A lot has been written about the new climate agreement between the US and China made at the APEC summit this week. Almost all of it is very positive, framing the agreement as a major policy breakthrough with big impacts on both international climate negotiations and on the climate change problem itself. I confess I’m much more skeptical. I don’t think the agreement signals much change from the status quo.

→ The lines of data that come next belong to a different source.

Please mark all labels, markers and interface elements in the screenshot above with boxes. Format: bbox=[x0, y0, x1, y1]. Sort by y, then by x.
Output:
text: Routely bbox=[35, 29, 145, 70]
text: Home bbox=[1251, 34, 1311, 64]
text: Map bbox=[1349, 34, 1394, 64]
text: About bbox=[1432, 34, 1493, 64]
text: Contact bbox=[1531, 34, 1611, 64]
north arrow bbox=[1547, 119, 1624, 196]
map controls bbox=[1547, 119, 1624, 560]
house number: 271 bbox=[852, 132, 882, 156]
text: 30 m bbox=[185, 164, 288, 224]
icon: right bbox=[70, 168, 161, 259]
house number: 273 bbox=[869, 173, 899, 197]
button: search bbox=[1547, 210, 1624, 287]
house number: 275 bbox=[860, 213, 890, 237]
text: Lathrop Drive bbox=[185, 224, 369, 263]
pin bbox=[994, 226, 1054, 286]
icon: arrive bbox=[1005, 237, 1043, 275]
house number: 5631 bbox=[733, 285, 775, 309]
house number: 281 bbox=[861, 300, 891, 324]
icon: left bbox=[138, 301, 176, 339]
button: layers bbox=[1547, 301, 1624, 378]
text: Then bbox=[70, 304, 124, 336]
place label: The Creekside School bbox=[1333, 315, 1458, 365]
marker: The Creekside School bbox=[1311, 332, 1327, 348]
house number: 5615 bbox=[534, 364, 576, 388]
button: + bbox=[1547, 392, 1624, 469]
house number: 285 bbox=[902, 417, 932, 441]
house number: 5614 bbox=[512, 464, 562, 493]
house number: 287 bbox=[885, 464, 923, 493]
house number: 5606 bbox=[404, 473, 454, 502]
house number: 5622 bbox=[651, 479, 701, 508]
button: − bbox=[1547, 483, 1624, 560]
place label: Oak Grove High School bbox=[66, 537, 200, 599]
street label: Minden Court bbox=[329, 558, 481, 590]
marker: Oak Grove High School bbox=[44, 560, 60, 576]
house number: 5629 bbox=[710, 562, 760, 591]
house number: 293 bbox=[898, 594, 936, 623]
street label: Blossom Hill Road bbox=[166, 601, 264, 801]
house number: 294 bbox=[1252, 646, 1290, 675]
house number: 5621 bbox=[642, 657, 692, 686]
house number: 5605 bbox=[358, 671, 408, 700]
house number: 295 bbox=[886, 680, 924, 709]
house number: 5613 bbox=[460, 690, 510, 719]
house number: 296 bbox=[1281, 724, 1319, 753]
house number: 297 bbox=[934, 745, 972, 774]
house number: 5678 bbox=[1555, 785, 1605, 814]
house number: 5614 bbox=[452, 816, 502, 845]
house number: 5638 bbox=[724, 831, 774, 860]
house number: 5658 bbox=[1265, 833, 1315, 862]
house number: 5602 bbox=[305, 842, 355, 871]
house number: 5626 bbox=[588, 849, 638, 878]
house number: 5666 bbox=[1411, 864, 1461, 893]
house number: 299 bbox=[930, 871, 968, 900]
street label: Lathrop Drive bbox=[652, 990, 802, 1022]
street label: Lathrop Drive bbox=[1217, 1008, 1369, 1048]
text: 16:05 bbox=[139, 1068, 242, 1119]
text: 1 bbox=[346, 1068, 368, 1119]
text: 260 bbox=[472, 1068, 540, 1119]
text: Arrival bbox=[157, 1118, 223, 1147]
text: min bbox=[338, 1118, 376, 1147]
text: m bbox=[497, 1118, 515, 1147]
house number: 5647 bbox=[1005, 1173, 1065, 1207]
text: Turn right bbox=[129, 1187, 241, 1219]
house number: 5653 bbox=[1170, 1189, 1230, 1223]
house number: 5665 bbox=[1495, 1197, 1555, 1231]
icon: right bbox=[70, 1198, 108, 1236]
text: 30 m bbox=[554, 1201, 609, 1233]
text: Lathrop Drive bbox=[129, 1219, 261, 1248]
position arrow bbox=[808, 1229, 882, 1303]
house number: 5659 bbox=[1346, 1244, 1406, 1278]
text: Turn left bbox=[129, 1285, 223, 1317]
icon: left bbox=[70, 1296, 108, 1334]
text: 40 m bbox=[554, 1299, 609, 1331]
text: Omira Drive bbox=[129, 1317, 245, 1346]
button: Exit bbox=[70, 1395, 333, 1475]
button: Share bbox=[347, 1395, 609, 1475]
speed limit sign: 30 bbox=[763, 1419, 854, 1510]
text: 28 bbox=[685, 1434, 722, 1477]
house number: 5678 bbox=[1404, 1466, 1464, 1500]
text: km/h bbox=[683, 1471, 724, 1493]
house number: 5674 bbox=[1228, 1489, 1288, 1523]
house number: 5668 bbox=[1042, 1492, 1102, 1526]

Criticism of the agreement has focused mostly on the Chinese side, claiming that China could or should do more to cut emissions. In the agreement, China promised not that it would reduce its emissions, but that its emissions would “peak” in 2030, or perhaps before. It’s possible that this would have happened anyway. The agreement clearly envisions continued rapid increase in Chinese emissions - in fact, it gives China an incentive to increase its emissions in two ways. First, by setting a time limit on fossil fuel expansion, it’s in China’s interest to complete emitting projects sooner, increasing emissions in the short term. Second, it’s in China’s interest to make its agreed emissions peak as high as possible. Fossil-fueled economic growth before 2030 gets more or less locked in, and once China starts cutting emissions after 2030, the higher its peak the more tons it has to bargain away. Future negotiations that include China as a developed country with emissions-cutting responsibilities might limit the impact of these perverse incentives, but the agreement does not.
Moreover, as Tyler Cowen points out China’s ability to make (and commit to) emissions cuts is limited - as in the US - by domestic factors. China is currently struggling to reduce its conventional air pollution (chiefly particulates). Coal, the worst offender in both climate and conventional pollution terms, makes up two thirds of China’s power mix (far greater than the US’ 20% or the world average of 30%). If controlling local air pollution is not sufficient to reduce the country’s dependence on coal, despite widespread public anger, then it’s hard to be optimistic that a climate agreement could change Chinese internal priorities and/or abilities.
Whether China can cut its coal use, I think, depends partly on popular pressure to reduce conventional pollution, but really on what cost-effective replacements are available. Of course we hope that those replacements are cheap renewables (or cheap, safe nuclear), but the most likely endgame for Chinese coal will come at the hands of Chinese shale gas. If you want China to fulfill this agreement, you can pray for too-cheap-to-meter solar, but you should hope for a Chinese shale gas revolution even larger than that in the US.
The US promise is similarly underwhelming. All that the President has promised to China is an emissions-reduction target that lies on the path toward targets that he has already promised in other contexts (notably at Copenhagen in 2009 which, to be fair, was some time ago in political terms). The stated emissions cuts can probably be achieved with policies proposed or already in place and which do not require new legislation (fuel economy standards and EPA’s performance standards for the electricity sector). This fact isn’t a discredit to the President and his administration - he has set out more ambitious climate goals than any past president, and backed them up with action. But the US-China agreement doesn’t offer much if anything new.
The agreement is also overrated from a legal perspective. It doesn’t bind either country today, much less in the future. As Jack Goldsmith writes, it is purely aspirational. That’s fine - political agreements can be important. But the agreement shouldn’t be oversold as something that will bind Obama’s (or Xi Jinping’s) successors in any meaningful way. The greatest risk to the President’s climate targets isn’t political backsliding, it’s legal challenges to EPA’s performance standards. A nonbinding political agreement will play no role in court.
The best that can be said for the agreement is that it may have some rhetorical impact. It could, for example, undercut political arguments within the US and China that inaction by the other country justifies continued inaction at home. I leave it to political experts to debate how and whether the agreement (or the President’s general climate policy) will affect the next presidential election cycle. The agreement could also prove useful at next year’s Paris climate negotiations. It might, for example, put some pressure on India or other developing-world emitters to agree to similar goals, or encourage Europe to adopt the bolder goals it has promised to achieve if other large countries make commitments. But even if so, the outcome of Paris is likely to be a similar political agreement, not a treaty. It remains to be seen whether agreements made there are any more significant than that made this week.